Suppose that $A$ is a finite-dimensional commutative $\mathbb{C}$-algebra, and one has two analytic functions $f,g: A\rightarrow A$. Then is it true that if $f$ and $g$ coincide $\mathbb{R}\subseteq\mathbb{C}^N\cong A$, then they must be identical on all of $A$?
This came up when I was reading pages 151-152 of the book Heat Kernels and Dirac Operators, where the algebra $A$ is the (commutative) algebra of even forms on a manifold and it is claimed (top of page 152) that the $A$-analyticity of the functions $f = dp_t/dt$ and $g = -Hp_t$ means that to check their equality it is sufficient to prove that they coincide as functions on the reals. (Here $dp_t/dt$ and $-Hp_t$ are somewhat complicated polynomials of differential forms.)
This step also seems to appear at the top of page 158 of John Roe's book (available freely at http://www.maths.ed.ac.uk/~aar/papers/roeindex.pdf).
If this is indeed true (or if there is another reason for this "analytic continuation" step), any explanations or references would be greatly appreciated.
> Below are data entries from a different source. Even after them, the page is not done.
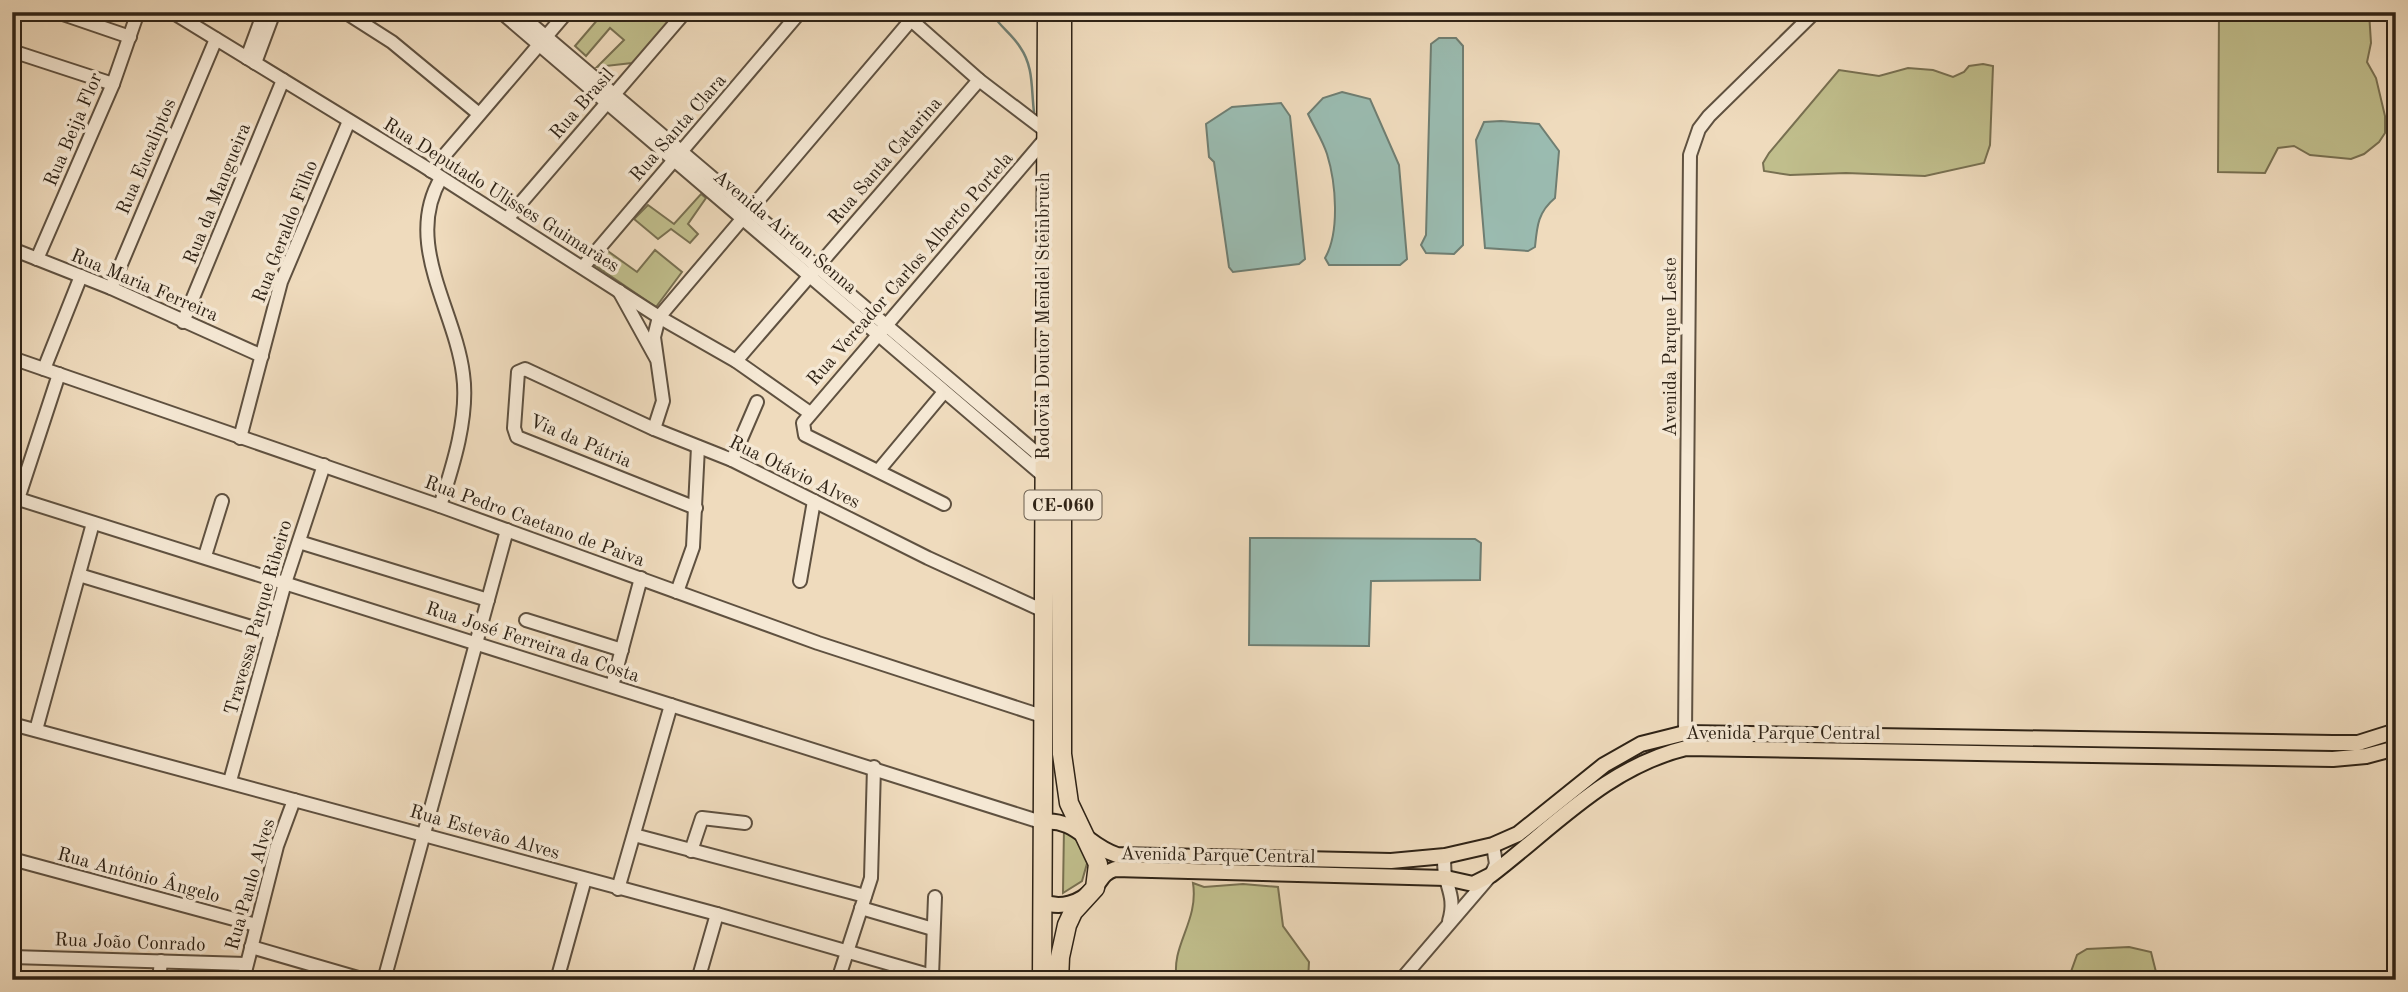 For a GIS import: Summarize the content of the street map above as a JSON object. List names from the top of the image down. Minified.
{"streets":{"highway":["Rodovia Doutor Mendel Steinbruch","CE-060"],"main road":["Avenida Parque Central"],"street":["Rua Brasil","Rua Santa Clara","Rua Beija Flor","Rua Eucaliptos","Rua Santa Catarina","Rua da Mangueira","Rua Deputado Ulisses Guimarães","Rua Geraldo Filho","Avenida Airton Senna","Rua Vereador Carlos Alberto Portela","Rua Maria Ferreira","Avenida Parque Leste","Via da Pátria","Rua Otávio Alves","Rua Pedro Caetano de Paiva","Travessa Parque Ribeiro","Rua José Ferreira da Costa","Rua Estevão Alves","Rua Antônio Ângelo","Rua Paulo Alves","Rua João Conrado"]},"crossings":[["Rua Brasil","Rua Deputado Ulisses Guimarães"],["Rua Brasil","Avenida Airton Senna"],["Rua Santa Clara","Rua Deputado Ulisses Guimarães"],["Rua Santa Clara","Avenida Airton Senna"],["Rua Beija Flor","Rua Maria Ferreira"],["Rua Eucaliptos","Rua Deputado Ulisses Guimarães"],["Rua Eucaliptos","Rua Maria Ferreira"],["Rua Santa Catarina","Rua Deputado Ulisses Guimarães"],["Rua Santa Catarina","Avenida Airton Senna"],["Rua da Mangueira","Rua Deputado Ulisses Guimarães"],["Rua da Mangueira","Rua Maria Ferreira"],["Rua Deputado Ulisses Guimarães","Rua Geraldo Filho"],["Rua Deputado Ulisses Guimarães","Rua Vereador Carlos Alberto Portela"],["Rua Geraldo Filho","Rua Maria Ferreira"],["Rua Geraldo Filho","Rua Pedro Caetano de Paiva"],["Avenida Airton Senna","Rua Vereador Carlos Alberto Portela"],["Avenida Airton Senna","Rodovia Doutor Mendel Steinbruch"],["Rua Vereador Carlos Alberto Portela","Rodovia Doutor Mendel Steinbruch"],["Rodovia Doutor Mendel Steinbruch","Rua Otávio Alves"],["Rodovia Doutor Mendel Steinbruch","Rua Pedro Caetano de Paiva"],["Rodovia Doutor Mendel Steinbruch","Rua José Ferreira da Costa"],["Rodovia Doutor Mendel Steinbruch","Avenida Parque Central"],["Avenida Parque Leste","Avenida Parque Central"],["Via da Pátria","Rua Otávio Alves"],["Rua Pedro Caetano de Paiva","Travessa Parque Ribeiro"],["Travessa Parque Ribeiro","Rua José Ferreira da Costa"],["Travessa Parque Ribeiro","Rua Estevão Alves"],["Rua José Ferreira da Costa","Avenida Parque Central"],["Rua Estevão Alves","Rua Paulo Alves"],["Rua Antônio Ângelo","Rua Paulo Alves"],["Rua Paulo Alves","Rua João Conrado"]]} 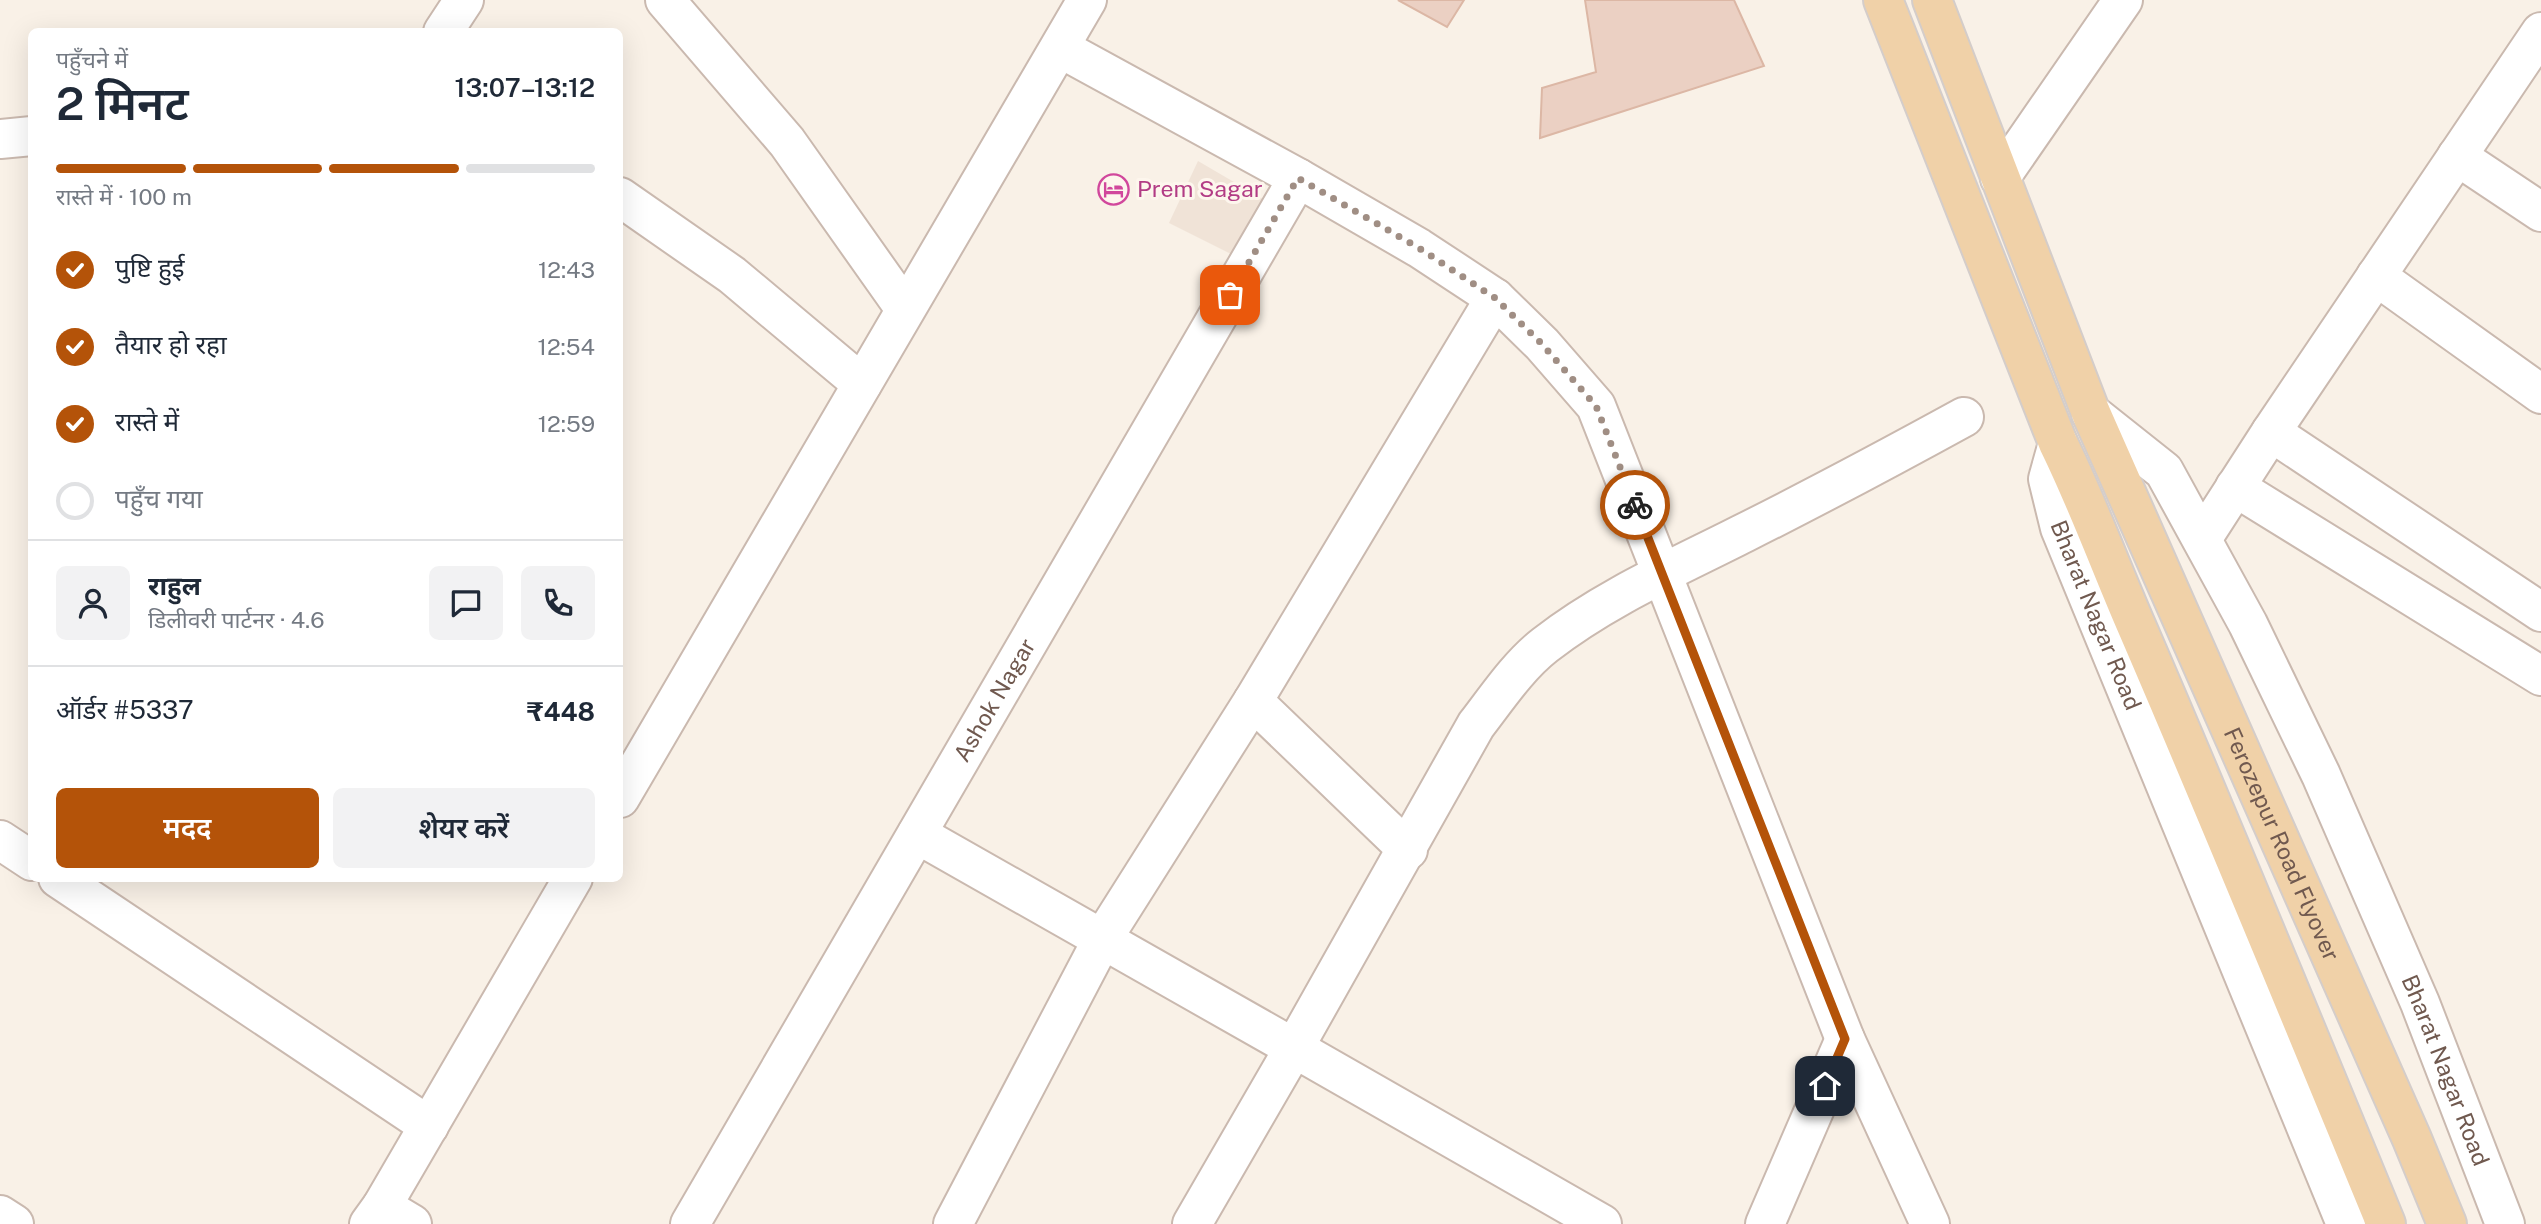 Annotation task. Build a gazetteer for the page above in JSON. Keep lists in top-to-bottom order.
{
  "streets": {
    "main road": ["Ferozepur Road Flyover"],
    "street": ["Bharat Nagar Road", "Ashok Nagar"]
  },
  "crossings": [
    ["Bharat Nagar Road", "Ferozepur Road Flyover"]
  ],
  "places": {
    "hotel": ["Prem Sagar"]
  },
  "page": {
    "heading": ["2 मिनट", "पहुँचने में", "13:07–13:12"],
    "panel": [
      "राहुल",
      "डिलीवरी पार्टनर · 4.6",
      "ऑर्डर #5337",
      "₹448"
    ],
    "bar": "रास्ते में · 100 m",
    "list": [
      ["पुष्टि हुई", "12:43"],
      ["तैयार हो रहा", "12:54"],
      ["रास्ते में", "12:59"],
      "पहुँच गया"
    ],
    "buttons": ["मदद", "शेयर करें"]
  }
} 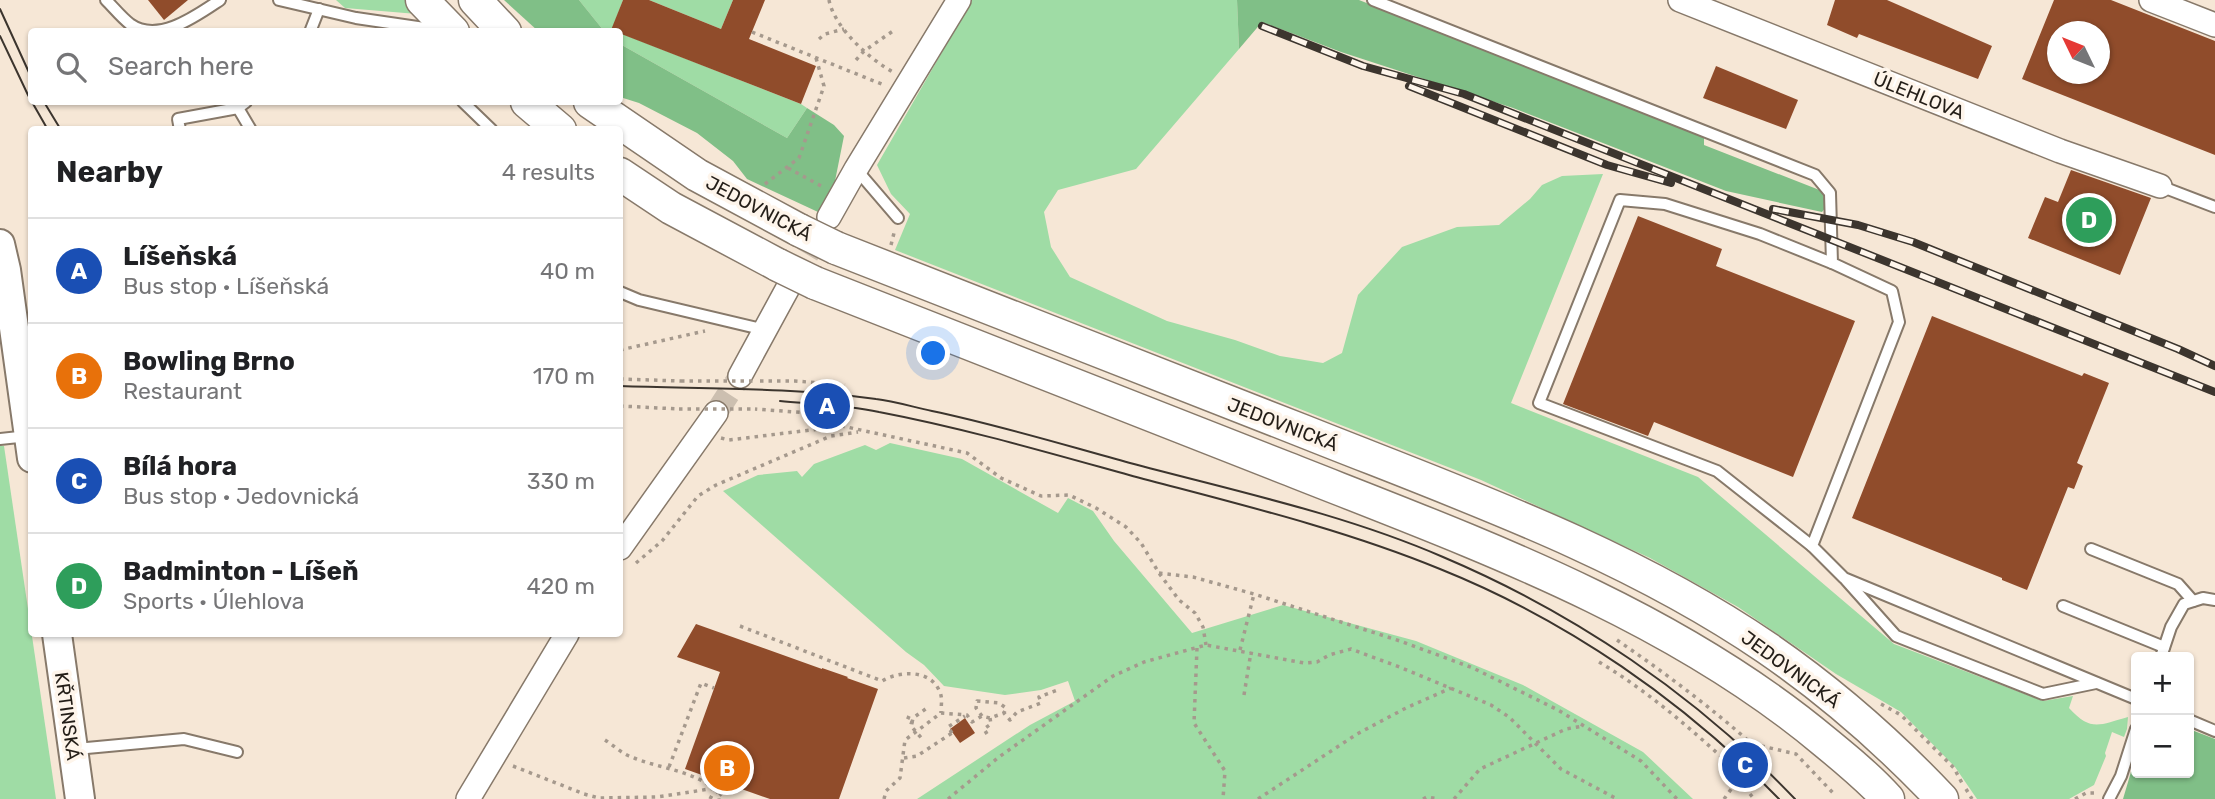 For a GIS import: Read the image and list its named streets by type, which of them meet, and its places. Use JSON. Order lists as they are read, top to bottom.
{
  "streets": {
    "main road": ["JEDOVNICKÁ"],
    "street": ["ÚLEHLOVA", "KŘTINSKÁ"]
  },
  "north": "top left",
  "page": {
    "search": "Search here",
    "heading": ["Nearby", "4 results"],
    "pins": [
      "D",
      "A",
      "C",
      "B"
    ],
    "list": [
      {
        "mark": "A",
        "name": "Líšeňská",
        "note": "Bus stop · Líšeňská",
        "value": "40 m"
      },
      {
        "mark": "B",
        "name": "Bowling Brno",
        "note": "Restaurant",
        "value": "170 m"
      },
      {
        "mark": "C",
        "name": "Bílá hora",
        "note": "Bus stop · Jedovnická",
        "value": "330 m"
      },
      {
        "mark": "D",
        "name": "Badminton - Líšeň",
        "note": "Sports · Úlehlova",
        "value": "420 m"
      }
    ],
    "map_buttons": ["+", "−"]
  }
}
For anyone interested, here is the relevant reference that answers this question, page 29 of Liviu Nicolaescu's excellent notes:
http://www3.nd.edu/~lnicolae/ind-thm.pdf
It isn't as simple as the identity-type theorem I thought might exist, but applies to power series, in particular polynomials, and answers precisely the question that is needed to make sense of the "analytic continuation" in the heat symbol proof above.